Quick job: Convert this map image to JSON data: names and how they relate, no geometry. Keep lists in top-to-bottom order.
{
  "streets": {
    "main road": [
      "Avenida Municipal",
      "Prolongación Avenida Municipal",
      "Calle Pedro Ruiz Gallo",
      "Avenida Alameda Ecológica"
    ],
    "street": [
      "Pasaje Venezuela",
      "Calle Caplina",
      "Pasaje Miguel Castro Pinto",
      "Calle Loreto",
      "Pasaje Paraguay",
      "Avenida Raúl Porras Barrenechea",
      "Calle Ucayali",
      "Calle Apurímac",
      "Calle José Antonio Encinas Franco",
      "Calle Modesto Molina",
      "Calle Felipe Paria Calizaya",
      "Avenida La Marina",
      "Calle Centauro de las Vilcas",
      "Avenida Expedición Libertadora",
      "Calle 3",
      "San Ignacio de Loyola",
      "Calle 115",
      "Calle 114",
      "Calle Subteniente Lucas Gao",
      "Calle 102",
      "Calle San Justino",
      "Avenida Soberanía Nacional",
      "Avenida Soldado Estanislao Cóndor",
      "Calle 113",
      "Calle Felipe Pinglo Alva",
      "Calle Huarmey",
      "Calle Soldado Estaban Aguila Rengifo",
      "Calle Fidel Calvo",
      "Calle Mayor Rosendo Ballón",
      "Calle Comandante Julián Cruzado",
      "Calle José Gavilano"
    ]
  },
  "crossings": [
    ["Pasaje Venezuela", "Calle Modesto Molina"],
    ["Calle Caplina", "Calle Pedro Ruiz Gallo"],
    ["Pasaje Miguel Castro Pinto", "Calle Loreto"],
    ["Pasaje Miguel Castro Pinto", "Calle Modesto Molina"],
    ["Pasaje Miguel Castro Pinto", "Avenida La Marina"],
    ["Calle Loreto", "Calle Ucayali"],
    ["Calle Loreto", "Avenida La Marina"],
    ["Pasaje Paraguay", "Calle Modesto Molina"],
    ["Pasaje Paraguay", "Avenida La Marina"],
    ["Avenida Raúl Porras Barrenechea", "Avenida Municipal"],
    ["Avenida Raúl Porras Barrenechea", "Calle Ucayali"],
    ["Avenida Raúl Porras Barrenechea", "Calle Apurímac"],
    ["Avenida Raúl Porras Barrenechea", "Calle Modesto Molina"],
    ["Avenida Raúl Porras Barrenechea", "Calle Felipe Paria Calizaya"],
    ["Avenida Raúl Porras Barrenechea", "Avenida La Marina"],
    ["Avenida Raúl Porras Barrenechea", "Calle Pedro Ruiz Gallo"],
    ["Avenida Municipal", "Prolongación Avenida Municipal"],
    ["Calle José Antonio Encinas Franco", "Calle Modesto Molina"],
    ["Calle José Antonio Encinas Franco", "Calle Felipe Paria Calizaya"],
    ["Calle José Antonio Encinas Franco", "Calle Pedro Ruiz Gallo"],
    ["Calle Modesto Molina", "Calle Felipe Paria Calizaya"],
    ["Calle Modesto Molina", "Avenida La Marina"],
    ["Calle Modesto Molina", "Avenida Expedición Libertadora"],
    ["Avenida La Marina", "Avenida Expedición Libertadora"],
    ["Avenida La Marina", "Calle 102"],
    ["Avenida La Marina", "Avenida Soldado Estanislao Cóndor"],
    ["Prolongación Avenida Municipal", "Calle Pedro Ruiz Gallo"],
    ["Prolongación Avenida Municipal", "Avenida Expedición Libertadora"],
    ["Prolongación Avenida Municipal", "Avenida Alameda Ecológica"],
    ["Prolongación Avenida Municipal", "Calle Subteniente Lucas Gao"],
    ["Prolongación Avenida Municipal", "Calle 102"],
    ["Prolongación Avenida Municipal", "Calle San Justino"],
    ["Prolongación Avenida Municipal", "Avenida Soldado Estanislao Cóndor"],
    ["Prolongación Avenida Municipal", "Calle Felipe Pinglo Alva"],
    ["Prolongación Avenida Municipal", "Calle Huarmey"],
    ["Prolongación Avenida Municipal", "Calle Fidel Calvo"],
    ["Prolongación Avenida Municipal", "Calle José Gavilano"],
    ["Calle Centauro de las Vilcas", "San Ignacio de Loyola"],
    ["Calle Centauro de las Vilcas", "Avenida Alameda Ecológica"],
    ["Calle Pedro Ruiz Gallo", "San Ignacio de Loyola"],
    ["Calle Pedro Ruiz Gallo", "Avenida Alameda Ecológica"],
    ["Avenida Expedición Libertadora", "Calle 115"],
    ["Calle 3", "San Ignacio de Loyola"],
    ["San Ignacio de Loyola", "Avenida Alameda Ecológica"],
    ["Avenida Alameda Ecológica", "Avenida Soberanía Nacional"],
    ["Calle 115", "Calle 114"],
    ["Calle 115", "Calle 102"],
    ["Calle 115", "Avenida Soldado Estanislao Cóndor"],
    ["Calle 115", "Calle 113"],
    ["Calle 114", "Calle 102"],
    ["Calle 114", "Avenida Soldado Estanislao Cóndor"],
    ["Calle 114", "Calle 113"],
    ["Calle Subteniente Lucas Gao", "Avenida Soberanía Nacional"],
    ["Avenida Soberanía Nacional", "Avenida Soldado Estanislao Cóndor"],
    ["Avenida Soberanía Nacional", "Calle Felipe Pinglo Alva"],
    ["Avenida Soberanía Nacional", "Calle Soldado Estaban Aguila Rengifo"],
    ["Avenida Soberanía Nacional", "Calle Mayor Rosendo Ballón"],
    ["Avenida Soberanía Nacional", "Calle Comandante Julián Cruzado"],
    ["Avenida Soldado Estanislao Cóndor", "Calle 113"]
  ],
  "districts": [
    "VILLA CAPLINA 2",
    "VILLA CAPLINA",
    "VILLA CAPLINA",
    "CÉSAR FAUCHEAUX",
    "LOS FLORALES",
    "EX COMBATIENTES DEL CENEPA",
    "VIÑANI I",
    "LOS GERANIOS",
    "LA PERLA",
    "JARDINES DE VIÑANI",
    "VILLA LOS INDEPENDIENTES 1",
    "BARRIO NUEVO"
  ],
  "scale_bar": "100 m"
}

▸ WHAT TO WORK ON: In the records above, which lines hold the string "Ucayali"? Copy each one.

▸ TASK ANSWER:
      "Calle Ucayali",
    ["Calle Loreto", "Calle Ucayali"],
    ["Avenida Raúl Porras Barrenechea", "Calle Ucayali"],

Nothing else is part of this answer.